薄さ7.8mm、フルスペックのXiスマートフォン


 「MEDIAS X N-07D」は、NECカシオ製の薄型Androidスマートフォンだ。かつて、薄型の携帯電話の代表的な存在だった“μシリーズ”のコンセプトを継承したモデルとされる。

 薄さ7.8mmというボディサイズに、フルスペックの機能を搭載したところが大きな特徴だ。製品のコンセプトや開発秘話は、本誌に掲載した開発者インタビューをぜひご一読いただきたい。今回は、写真中心で「MEDIAS X N-07D」をご紹介する。

 約1年4カ月前に登場した、初代「MEDIAS N-04C」は薄さ7.7mmで、おサイフケータイなどに対応したスマートフォンとして話題になった。その後登場したMEDIASシリーズは、防水対応、大容量バッテリー、デュアルコアプロセッサなど着々と進化してきたが、「MEDIAS X N-07D」は、新たにXiをサポートし、これまでのMEDIASシリーズの集大成とも言えるスペックに仕上げられている。

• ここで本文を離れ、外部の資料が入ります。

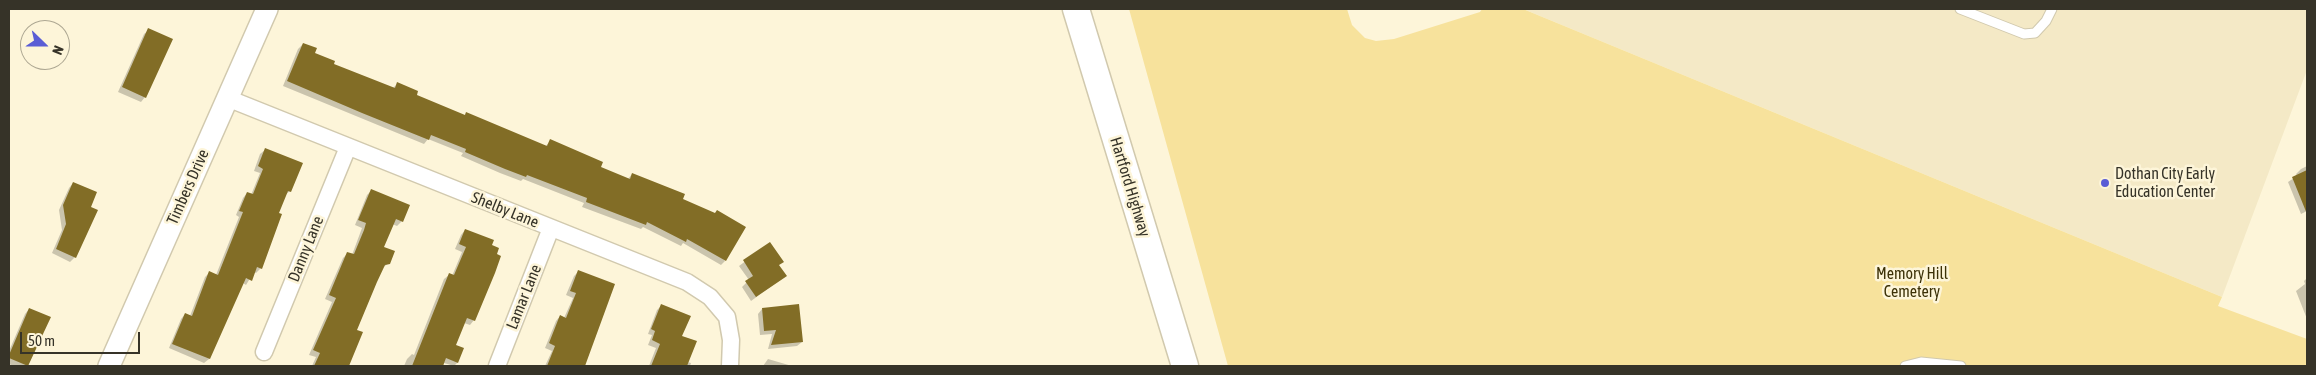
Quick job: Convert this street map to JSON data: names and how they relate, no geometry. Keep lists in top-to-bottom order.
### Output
{
  "streets": {
    "main road": ["Hartford Highway"],
    "street": [
      "Timbers Drive",
      "Shelby Lane",
      "Danny Lane",
      "Lamar Lane"
    ]
  },
  "crossings": [
    ["Timbers Drive", "Shelby Lane"],
    ["Shelby Lane", "Danny Lane"],
    ["Shelby Lane", "Lamar Lane"]
  ],
  "parks": ["Memory Hill Cemetery"],
  "places": ["Dothan City Early Education Center"],
  "scale_bar": "50 m",
  "north": "right"
}
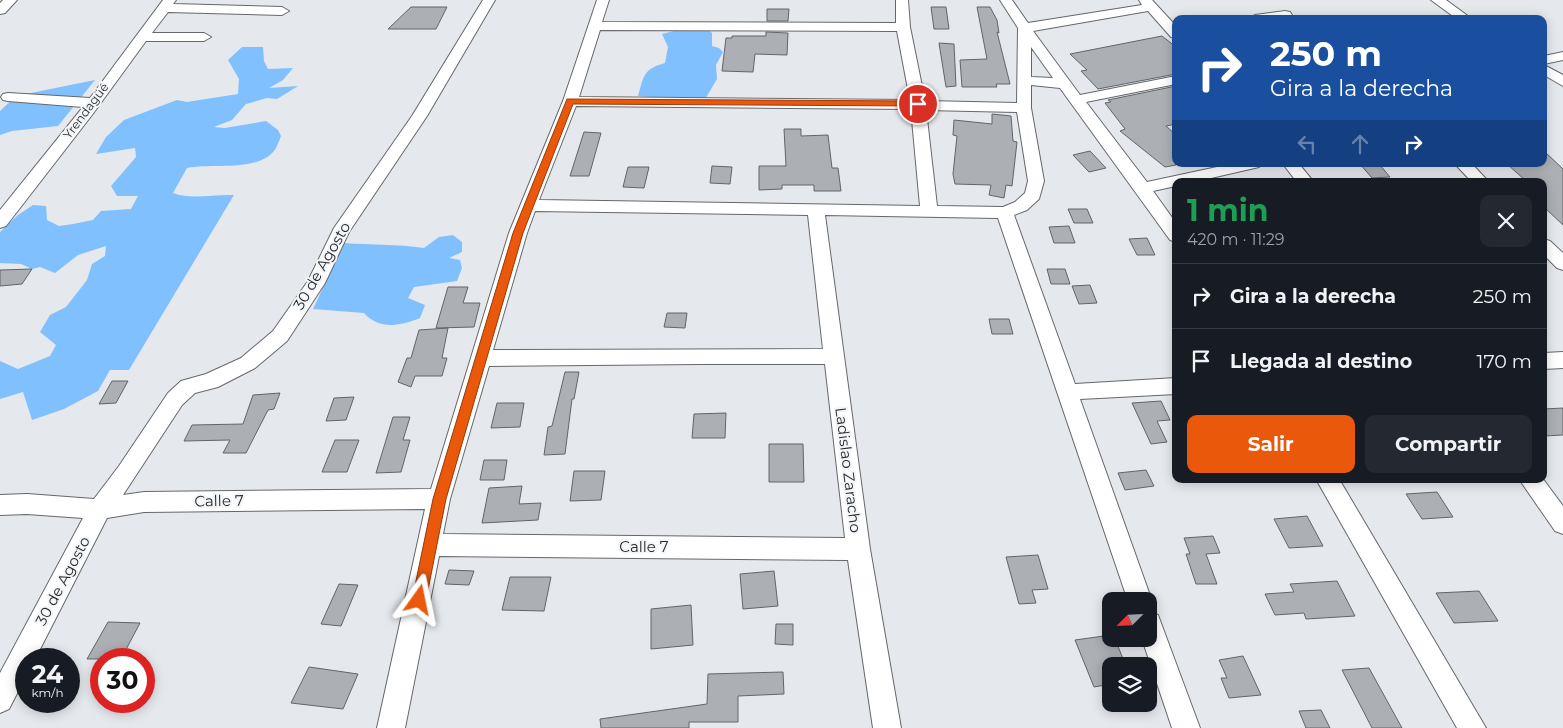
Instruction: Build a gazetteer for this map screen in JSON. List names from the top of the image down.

 高速通信のLTE方式によるサービス「Xi」に対応したほか、約4.3インチディスプレイ、裏面照射型CMOSセンサーを用いた約810万画素カメラ、防水(IPX5/IPX8)、防塵(IP5X)、おサイフケータイ、ワンセグ、赤外線通信などをサポート。さらにNECカシオならではの機能として、操作時に微小な振動で操作感を伝えるフィーリングタッチ、ワンセグを視聴しながらTwitterへ投稿できる機能、1.8Aの急速充電などが挙げられる。なお、パッケージにクレードル(充電ホルダ)が用意されており、ディスプレイを横長にした状態で机の上などに置けるようになっている。おくだけ充電には非対応だ。

 1.5GHz駆動のデュアルコアプロセッサを搭載するクアルコム製チップセット「MSM8960」を搭載する。これは今夏のハイエンドモデルの多くで搭載されているチップとなる。またストレージは8GB、メモリは1GBで、メモリカードはmicroSDHCカードに対応する。カメラは裏面照射型CMOSセンサーを採用し、今回、新たにHDR撮影機能(モルフォのMorpho HDR Ver.2.0)が利用できるようになった。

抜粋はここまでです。